- Interactive map of Oquirrh, Utah
- Coordinates: 40°37′48″N 112°0′56″W﻿ / ﻿40.63000°N 112.01556°W
- Country: United States
- State: Utah
- County: Salt Lake

Area
- • Total: 1.7 sq mi (4.5 km^{2})
- • Land: 1.7 sq mi (4.5 km^{2})
- • Water: 0 sq mi (0.0 km^{2})
- Elevation: 4,900 ft (1,500 m)

Population (2000)
- • Total: 10,390
- • Density: 5,950/sq mi (2,297.4/km^{2})
- Time zone: UTC-7 (Mountain (MST))
- • Summer (DST): UTC-6 (MDT)
- FIPS code: 49-56800
- GNIS feature ID: 1867581

= Oquirrh, Utah =

Oquirrh is a census-designated place (CDP) in Salt Lake County, Utah. Oquirrh was once part of Kearns, UT. Through annexation in 2000, the city of West Jordan cut Oquirrh off from Kearns, making Oquirrh a CDP. As of the 2000 census, the CDP population was 10,390, a modest increase over the 1990 figure of 7,593.

==Geography==
Oquirrh is located at (40.630046, -112.015675).

According to the United States Census Bureau, the CDP has a total area of 4.5 km2, all land.

==Demographics==

As of the census of 2000, there were 10,390 people, 2,683 households, and 2,428 families residing in the CDP. The population density was 2,292.3 /km2. There were 2,728 housing units at an average density of 601.9 /km2. The racial makeup of the CDP was 87.60% White, 0.69% African American, 0.41% Native American, 1.36% Asian, 1.62% Pacific Islander, 6.18% from other races, and 2.14% from two or more races. Hispanic or Latino of any race were 12.58% of the population.
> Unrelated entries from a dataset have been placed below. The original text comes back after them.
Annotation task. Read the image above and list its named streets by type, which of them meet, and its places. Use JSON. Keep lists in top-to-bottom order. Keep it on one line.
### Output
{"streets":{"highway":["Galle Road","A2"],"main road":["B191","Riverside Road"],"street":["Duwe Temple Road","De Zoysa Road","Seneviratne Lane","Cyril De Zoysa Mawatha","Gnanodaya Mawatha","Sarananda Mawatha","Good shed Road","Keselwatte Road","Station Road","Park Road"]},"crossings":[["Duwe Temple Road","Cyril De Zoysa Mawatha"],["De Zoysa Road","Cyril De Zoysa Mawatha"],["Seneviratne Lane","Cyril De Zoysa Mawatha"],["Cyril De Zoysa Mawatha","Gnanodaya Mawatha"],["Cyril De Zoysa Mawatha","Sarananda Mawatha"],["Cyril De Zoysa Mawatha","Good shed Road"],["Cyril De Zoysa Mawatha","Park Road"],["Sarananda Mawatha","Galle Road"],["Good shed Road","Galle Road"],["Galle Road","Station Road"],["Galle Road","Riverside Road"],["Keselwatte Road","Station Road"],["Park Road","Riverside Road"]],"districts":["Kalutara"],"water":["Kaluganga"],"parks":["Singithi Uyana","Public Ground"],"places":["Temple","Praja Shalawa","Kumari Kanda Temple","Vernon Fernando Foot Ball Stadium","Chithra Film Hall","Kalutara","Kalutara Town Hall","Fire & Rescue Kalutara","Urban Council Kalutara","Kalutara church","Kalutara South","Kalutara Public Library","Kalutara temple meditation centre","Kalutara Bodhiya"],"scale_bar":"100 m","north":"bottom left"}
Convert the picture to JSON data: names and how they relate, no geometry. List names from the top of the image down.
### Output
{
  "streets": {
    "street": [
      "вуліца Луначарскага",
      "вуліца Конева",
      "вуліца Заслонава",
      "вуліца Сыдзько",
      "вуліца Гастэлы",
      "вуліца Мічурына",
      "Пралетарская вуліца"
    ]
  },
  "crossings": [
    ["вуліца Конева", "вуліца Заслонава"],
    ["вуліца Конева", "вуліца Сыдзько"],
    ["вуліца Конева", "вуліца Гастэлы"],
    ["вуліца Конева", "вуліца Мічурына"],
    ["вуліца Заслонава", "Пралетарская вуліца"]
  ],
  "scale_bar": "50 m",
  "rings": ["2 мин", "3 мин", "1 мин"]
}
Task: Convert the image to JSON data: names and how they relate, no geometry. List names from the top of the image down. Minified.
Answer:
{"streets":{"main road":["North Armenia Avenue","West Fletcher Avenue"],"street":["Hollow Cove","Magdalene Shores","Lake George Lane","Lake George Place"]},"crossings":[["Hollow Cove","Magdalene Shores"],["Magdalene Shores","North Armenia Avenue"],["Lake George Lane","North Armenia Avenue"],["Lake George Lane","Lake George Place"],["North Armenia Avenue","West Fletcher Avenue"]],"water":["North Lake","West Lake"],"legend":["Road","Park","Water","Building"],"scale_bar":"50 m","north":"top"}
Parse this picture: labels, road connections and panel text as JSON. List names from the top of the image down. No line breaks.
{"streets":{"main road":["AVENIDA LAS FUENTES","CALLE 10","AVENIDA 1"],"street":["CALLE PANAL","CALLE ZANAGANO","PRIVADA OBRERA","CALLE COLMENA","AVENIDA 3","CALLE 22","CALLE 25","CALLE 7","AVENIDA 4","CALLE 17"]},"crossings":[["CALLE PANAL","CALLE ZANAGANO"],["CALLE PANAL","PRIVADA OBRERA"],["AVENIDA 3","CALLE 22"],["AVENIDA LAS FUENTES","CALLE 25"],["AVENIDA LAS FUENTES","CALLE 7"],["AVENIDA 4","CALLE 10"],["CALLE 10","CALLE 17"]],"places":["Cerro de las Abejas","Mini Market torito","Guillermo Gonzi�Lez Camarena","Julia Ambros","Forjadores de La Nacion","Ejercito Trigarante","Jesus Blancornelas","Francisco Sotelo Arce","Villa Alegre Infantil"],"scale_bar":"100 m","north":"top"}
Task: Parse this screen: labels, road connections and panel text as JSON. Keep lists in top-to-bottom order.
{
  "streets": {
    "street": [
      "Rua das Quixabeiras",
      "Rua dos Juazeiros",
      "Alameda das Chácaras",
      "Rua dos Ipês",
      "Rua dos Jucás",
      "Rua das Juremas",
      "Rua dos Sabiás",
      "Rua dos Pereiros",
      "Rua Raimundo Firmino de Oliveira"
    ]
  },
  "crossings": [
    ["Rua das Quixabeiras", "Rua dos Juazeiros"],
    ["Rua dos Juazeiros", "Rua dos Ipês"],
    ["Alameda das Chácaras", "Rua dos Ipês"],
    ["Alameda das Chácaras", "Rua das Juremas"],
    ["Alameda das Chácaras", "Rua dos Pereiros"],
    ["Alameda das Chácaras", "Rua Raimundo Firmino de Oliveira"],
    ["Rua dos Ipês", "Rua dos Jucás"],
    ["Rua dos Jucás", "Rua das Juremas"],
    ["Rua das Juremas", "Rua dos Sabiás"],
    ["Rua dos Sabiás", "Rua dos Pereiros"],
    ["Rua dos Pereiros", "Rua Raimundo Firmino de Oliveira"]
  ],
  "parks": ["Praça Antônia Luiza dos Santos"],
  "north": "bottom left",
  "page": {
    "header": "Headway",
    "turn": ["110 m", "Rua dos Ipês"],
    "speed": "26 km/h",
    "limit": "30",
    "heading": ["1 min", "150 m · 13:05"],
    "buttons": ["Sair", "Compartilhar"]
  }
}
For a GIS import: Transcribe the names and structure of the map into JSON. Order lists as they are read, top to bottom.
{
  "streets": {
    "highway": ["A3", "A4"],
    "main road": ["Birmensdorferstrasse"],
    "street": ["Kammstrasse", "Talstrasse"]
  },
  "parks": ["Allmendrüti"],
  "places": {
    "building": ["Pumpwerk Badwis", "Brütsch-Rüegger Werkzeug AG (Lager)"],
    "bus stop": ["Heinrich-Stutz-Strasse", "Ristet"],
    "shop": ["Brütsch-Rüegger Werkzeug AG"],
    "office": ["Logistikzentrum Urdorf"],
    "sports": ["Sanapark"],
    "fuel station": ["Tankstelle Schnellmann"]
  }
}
There were 2,683 households, out of which 69.3% had children under the age of 18 living with them, 75.0% were married couples living together, 11.2% had a female householder with no husband present, and 9.5% were non-families. 6.7% of all households were made up of individuals, and 0.7% had someone living alone who was 65 years of age or older. The average household size was 3.87 and the average family size was 4.03.

In the CDP, the population was spread out, with 43.0% under the age of 18, 10.1% from 18 to 24, 37.0% from 25 to 44, 8.6% from 45 to 64, and 1.3% who were 65 years of age or older. The median age was 23 years. For every 100 females, there were 99.9 males. For every 100 females age 18 and over, there were 95.2 males.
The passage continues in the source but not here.